Please copy out every line of the listing below in which the word "image" appears.

** Opening Task inputs block **

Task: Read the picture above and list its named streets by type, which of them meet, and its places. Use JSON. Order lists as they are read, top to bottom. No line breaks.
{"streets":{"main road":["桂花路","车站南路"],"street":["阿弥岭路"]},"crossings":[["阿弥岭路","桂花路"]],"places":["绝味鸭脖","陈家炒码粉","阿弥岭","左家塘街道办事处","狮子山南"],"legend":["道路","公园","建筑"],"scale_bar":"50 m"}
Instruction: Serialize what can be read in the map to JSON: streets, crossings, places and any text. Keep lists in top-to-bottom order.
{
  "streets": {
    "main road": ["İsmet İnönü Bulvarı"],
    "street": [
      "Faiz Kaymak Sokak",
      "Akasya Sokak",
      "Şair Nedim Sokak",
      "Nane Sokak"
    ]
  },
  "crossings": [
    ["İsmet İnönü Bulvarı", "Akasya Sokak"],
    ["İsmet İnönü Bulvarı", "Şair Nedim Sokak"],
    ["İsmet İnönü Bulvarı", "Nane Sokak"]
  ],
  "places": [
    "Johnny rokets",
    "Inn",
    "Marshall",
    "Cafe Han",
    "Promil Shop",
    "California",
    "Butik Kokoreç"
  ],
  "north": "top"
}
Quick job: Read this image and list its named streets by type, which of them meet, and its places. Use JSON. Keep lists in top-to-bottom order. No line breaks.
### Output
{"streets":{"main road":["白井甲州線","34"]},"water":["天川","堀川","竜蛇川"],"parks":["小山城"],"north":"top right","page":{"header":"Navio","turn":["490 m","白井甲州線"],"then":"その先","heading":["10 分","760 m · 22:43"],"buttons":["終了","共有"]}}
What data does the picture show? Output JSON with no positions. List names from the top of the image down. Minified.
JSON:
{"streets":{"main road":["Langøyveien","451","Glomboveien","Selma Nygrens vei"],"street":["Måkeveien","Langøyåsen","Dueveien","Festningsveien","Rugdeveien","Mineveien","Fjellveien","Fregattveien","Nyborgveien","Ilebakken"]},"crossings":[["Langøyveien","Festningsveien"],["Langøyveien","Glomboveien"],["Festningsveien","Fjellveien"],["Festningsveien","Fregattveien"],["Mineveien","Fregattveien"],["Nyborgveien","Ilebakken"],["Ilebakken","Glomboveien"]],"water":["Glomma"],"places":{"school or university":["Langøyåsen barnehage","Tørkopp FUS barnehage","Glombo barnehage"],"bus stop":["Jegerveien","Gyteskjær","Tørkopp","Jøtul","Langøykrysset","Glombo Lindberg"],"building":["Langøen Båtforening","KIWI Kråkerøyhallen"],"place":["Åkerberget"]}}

** Closing Task inputs block **

Finished exercise >>
Quick job: Read this image and list its named streets by type, which of them meet, and its places. Use JSON. Keep lists in top-to-bottom order. No line breaks.
What data does the picture show? Output JSON with no positions. List names from the top of the image down. Minified.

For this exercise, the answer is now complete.